Twenty percent of colorectal cancer liver metastases (CLMs) are initially resectable with a 5-year survival rate of 25%–40%. Perioperative folinic acid, 5-fluorouracil, oxaliplatin (FOLFOX) increases progression-free survival (PFS). In advanced disease, the addition of targeting therapies results in an overall survival (OS) advantage. The aim of this study was to evaluate panitumumab and FOLFIRI as perioperative therapy in resectable CLM.
Patients with previously untreated, wild-type Rat sarcoma virus (RAS), and resectable CLM were included. Preoperative four and postoperative eight cycles of panitumumab and folinic acid, 5-fluorouracil, irinotecan (FOLFIRI) were administered. Primary objectives were efficacy and safety. Secondary endpoints included PFS and OS.

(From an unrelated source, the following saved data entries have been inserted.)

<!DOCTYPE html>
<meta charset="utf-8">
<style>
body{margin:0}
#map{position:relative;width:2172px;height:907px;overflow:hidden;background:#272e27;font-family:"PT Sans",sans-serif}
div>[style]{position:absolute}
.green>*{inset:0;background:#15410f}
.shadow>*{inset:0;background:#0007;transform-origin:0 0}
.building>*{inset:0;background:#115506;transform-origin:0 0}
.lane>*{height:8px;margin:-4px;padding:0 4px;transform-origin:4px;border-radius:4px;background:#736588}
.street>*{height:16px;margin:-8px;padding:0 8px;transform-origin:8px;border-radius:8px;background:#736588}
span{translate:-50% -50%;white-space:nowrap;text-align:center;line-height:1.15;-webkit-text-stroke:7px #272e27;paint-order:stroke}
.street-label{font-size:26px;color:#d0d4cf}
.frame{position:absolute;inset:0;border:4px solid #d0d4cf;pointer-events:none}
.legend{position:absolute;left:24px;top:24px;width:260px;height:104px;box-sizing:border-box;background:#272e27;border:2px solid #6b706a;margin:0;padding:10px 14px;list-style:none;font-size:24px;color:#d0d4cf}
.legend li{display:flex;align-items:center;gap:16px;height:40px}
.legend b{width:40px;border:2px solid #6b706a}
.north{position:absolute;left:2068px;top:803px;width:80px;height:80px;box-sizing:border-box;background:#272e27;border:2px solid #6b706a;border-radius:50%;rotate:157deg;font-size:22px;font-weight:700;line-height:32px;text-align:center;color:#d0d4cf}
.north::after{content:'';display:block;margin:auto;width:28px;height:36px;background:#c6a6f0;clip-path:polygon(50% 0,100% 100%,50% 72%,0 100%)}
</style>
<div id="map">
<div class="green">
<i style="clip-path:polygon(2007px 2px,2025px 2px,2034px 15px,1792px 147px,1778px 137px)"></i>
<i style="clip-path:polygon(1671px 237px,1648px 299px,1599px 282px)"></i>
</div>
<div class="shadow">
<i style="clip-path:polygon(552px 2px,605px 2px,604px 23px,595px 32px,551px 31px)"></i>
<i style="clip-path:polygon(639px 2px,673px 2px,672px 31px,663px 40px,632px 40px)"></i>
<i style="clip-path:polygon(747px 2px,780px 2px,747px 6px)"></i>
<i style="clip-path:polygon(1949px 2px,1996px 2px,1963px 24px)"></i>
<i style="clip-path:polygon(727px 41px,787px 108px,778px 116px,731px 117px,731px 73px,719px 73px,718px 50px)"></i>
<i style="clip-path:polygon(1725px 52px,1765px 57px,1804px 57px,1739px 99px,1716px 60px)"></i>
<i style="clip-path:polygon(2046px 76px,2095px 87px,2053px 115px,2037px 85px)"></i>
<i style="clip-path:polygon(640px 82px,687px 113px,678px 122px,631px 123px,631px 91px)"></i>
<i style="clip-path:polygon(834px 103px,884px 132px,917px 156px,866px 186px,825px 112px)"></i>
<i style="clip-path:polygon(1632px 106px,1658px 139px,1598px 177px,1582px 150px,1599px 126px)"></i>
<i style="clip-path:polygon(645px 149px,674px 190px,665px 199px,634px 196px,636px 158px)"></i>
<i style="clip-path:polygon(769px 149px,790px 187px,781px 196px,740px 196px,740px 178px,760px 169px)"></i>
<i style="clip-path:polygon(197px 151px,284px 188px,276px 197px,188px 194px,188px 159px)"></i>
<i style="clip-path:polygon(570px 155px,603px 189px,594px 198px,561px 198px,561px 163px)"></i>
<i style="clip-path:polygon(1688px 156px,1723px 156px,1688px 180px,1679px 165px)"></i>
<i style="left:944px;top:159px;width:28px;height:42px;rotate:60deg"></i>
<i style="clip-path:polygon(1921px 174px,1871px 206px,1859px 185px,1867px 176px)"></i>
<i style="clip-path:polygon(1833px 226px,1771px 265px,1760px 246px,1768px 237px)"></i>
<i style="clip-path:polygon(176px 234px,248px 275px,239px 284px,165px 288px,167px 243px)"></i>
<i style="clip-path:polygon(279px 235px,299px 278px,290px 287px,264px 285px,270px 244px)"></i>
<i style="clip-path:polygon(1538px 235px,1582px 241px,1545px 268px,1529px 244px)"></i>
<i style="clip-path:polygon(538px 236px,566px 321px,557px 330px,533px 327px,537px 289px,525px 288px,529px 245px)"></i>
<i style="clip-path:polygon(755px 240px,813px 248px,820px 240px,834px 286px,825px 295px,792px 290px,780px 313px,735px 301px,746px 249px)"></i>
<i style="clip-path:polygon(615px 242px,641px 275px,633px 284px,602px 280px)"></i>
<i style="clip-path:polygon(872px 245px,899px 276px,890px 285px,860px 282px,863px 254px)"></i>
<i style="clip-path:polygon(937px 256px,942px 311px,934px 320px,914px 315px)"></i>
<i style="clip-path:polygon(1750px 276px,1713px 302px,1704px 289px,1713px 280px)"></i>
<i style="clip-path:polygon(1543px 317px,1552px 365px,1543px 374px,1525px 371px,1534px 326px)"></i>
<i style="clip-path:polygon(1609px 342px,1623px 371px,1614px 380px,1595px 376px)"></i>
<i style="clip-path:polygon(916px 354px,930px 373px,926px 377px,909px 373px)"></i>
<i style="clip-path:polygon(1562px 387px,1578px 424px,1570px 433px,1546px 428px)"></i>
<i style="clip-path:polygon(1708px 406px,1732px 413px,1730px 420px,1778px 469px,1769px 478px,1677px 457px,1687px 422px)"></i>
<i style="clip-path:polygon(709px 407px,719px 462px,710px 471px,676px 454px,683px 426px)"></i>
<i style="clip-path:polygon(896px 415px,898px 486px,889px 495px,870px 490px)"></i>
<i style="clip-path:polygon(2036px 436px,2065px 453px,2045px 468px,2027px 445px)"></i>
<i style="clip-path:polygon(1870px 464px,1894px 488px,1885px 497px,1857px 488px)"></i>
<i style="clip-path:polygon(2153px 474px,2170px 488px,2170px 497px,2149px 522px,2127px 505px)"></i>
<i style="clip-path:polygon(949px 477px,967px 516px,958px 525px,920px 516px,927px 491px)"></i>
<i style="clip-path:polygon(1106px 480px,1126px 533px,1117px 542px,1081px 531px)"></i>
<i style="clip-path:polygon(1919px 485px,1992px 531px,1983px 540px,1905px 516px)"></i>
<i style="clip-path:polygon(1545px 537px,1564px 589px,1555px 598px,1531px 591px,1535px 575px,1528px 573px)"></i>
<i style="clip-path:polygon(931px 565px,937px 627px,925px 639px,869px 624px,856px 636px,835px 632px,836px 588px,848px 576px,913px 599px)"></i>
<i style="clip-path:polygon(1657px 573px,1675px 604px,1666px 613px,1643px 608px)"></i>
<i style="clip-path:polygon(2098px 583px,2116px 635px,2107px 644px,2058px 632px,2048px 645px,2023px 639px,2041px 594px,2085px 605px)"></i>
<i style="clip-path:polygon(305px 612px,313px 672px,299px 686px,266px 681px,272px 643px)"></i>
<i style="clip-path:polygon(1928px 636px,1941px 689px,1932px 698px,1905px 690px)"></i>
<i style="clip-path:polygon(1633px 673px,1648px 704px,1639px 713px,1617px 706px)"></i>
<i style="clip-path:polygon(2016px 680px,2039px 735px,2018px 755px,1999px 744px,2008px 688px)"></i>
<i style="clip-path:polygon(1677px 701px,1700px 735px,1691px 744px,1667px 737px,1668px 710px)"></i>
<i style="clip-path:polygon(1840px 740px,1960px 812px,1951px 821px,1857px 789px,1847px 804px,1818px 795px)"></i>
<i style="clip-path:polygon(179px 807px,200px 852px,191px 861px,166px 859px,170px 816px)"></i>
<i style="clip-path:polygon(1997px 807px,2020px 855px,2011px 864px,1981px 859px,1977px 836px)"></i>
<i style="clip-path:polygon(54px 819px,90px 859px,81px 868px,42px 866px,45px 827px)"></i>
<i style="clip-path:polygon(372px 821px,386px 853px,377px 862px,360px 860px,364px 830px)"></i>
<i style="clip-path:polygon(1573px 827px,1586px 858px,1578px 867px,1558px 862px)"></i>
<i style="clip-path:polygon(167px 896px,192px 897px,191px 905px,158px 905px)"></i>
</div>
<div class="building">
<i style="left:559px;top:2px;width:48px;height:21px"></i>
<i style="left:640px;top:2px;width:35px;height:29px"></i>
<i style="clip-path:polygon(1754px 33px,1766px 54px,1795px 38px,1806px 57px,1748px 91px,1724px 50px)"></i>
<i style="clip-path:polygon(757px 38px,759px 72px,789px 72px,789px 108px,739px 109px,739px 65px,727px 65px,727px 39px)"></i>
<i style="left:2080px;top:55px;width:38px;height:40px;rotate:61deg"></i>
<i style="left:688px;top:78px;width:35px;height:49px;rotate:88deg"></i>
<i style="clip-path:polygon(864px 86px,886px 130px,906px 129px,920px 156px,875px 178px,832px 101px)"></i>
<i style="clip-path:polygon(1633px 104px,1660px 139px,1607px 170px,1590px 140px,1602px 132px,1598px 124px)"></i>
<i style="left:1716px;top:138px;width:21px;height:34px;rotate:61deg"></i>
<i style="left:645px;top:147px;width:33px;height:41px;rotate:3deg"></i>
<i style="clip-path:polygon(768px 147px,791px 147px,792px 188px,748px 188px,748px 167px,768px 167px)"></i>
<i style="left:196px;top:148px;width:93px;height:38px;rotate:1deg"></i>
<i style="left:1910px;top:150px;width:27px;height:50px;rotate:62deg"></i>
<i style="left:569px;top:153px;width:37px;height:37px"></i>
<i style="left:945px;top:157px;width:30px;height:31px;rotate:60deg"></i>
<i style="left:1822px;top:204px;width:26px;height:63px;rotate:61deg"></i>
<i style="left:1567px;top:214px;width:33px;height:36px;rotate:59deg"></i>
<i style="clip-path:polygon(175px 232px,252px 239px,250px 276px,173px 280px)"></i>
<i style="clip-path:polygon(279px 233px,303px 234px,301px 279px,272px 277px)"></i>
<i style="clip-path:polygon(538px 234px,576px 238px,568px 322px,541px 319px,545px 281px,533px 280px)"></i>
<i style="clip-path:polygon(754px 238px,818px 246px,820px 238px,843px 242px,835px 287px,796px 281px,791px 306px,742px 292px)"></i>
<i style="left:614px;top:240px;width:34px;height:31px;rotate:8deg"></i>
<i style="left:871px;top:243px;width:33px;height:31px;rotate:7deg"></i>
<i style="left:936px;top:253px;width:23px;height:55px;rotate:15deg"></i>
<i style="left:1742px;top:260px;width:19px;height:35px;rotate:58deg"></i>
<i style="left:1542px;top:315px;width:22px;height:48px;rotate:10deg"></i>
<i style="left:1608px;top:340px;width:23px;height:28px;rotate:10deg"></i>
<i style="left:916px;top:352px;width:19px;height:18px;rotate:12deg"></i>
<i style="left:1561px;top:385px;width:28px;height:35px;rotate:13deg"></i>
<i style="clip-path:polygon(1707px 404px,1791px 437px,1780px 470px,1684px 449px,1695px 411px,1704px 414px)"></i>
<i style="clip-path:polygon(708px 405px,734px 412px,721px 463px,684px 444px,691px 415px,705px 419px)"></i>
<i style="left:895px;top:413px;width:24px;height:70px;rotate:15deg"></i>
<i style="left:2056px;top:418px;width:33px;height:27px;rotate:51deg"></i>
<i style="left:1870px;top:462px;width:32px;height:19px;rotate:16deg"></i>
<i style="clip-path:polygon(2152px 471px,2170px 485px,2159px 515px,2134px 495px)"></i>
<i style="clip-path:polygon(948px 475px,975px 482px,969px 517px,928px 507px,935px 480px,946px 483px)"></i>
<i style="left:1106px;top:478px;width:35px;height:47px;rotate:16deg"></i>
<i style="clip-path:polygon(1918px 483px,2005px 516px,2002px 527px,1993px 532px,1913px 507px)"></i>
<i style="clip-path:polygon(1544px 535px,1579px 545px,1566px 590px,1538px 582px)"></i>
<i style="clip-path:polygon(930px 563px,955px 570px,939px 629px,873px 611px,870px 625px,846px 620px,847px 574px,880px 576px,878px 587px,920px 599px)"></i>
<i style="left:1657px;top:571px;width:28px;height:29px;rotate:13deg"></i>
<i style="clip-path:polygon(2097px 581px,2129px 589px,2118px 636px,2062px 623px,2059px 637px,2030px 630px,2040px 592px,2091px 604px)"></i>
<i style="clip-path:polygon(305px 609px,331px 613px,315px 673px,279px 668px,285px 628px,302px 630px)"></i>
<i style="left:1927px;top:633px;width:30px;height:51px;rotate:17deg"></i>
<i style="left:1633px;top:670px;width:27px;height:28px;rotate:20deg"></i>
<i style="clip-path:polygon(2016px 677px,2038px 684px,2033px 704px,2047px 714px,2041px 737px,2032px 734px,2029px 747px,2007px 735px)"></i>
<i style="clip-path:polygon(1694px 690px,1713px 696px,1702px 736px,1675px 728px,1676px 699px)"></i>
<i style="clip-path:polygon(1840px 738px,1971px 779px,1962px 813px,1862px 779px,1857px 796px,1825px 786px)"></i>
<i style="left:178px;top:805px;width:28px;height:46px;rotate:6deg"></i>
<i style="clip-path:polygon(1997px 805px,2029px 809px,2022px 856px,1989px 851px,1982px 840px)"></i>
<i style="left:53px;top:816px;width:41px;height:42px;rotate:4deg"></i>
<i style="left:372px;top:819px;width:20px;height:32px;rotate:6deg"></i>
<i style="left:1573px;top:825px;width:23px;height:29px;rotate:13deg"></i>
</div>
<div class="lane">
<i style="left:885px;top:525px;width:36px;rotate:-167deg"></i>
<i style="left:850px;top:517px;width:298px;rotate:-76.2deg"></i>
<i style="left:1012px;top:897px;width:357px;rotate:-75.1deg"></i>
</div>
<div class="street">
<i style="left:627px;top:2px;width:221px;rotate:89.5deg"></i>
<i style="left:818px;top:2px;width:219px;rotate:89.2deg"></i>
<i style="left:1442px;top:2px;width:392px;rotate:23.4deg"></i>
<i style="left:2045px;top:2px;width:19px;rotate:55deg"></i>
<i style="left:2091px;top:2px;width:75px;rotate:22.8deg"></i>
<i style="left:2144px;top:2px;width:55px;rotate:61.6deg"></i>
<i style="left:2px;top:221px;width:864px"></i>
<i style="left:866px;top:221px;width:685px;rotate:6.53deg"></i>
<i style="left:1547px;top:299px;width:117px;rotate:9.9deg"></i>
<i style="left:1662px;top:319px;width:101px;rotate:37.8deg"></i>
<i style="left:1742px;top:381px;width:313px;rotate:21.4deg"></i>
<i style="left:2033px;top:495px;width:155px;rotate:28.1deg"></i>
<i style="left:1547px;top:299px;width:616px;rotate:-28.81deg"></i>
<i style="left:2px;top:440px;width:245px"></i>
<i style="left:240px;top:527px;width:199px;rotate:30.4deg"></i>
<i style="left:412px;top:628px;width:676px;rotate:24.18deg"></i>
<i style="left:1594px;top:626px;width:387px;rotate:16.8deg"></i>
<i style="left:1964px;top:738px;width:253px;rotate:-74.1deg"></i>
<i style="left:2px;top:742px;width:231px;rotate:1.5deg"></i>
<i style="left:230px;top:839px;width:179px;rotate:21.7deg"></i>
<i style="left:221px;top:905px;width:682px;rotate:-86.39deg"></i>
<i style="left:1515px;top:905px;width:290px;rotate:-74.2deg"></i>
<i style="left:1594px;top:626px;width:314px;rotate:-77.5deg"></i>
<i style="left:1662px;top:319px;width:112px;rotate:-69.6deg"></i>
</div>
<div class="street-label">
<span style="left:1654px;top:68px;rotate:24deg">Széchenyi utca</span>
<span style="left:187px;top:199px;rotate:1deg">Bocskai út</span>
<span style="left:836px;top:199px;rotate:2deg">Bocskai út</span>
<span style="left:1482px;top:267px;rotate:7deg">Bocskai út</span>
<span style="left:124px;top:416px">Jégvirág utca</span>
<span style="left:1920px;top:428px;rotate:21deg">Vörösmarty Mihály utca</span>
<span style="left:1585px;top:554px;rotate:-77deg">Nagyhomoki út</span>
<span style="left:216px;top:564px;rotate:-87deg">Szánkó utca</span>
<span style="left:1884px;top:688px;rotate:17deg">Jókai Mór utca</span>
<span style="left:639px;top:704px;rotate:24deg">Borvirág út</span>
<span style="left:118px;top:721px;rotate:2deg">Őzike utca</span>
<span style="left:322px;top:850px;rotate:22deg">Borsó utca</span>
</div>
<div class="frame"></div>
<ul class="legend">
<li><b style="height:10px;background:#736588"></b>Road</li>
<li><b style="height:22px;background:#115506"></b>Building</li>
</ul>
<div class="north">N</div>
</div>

We enrolled 36 patients in seven centers in Austria (intention-to-treat analyses, 35 patients). There were 28 men and seven women, and the median age was 66 years. About 91.4% completed preoperative therapy and 82.9% underwent liver resection. The R0 resection rate was 82.7%. Twenty patients started and 12 patients completed postoperative chemotherapy. The objective radiological response rate after preoperative therapy was 65.7%. About 20% and 5.7% of patients had stable disease and progressive disease, respectively. The most common grade 3 adverse events were diarrhea, rash, and leukopenia during preoperative therapy. One patient died because of sepsis, and one had a pulmonary embolism grade 4. After surgery, two patients died because of hepatic failure. Most common grade 3 adverse events during postoperative therapy were skin toxicities/rash and leukopenia/neutropenia, and the two grade 4 adverse events were stroke and intestinal obstruction. Median PFS was 13.2 months. The OS rate at 12 and 24 months were 85.6% and 73.3%, respectively.
Panitumumab and FOLFIRI as perioperative therapy for resectable CLM result in a radiological objective response rate in 65.7% of patients with a manageable grade 3 diarrhea rate of 14.3%. Median PFS was 13.2 months, and the 24-month OS rate was 73.3%. These data are insufficient to widen the indication of panitumumab from the unresectable setting to the setting of resectable CLM.